_AIM OF THE EXERCISE_. Only the pictures are to be omitted; every entry beneath should otherwise be duplicated exactly.

_DATA PROVIDED_.
....

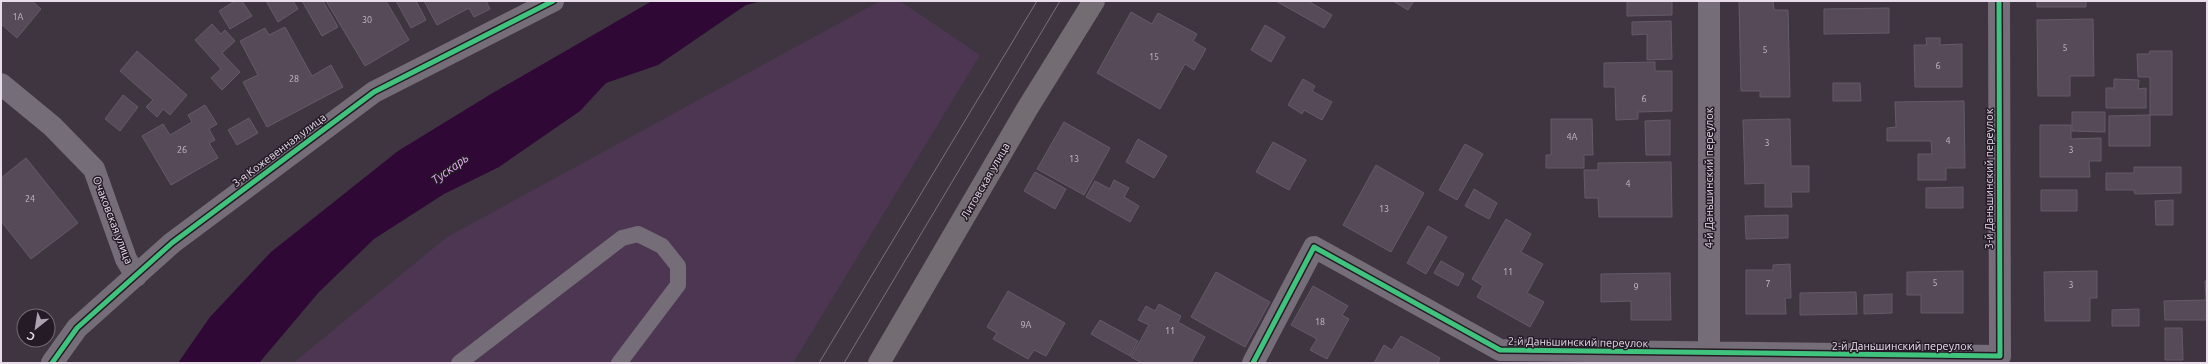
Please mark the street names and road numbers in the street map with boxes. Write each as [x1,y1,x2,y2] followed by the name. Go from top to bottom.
[1703,107,1715,248] street label: 4-й Даньшинский переулок
[1983,108,1995,249] street label: 3-й Даньшинский переулок
[230,111,328,189] street label: 3-я Кожевенная улица
[958,141,1012,221] street label: Литовская улица
[91,174,135,266] street label: Очаковская улица
[1508,335,1649,349] street label: 2-й Даньшинский переулок
[1832,340,1973,352] street label: 2-й Даньшинский переулок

....

_TASK SOLUTION_.
Please mark the street names and road numbers in the street map with boxes. Write each as [x1,y1,x2,y2] followed by the name. Go from top to bottom.
[1703,107,1715,248] street label: 4-й Даньшинский переулок
[1983,108,1995,249] street label: 3-й Даньшинский переулок
[230,111,328,189] street label: 3-я Кожевенная улица
[958,141,1012,221] street label: Литовская улица
[91,174,135,266] street label: Очаковская улица
[1508,335,1649,349] street label: 2-й Даньшинский переулок
[1832,340,1973,352] street label: 2-й Даньшинский переулок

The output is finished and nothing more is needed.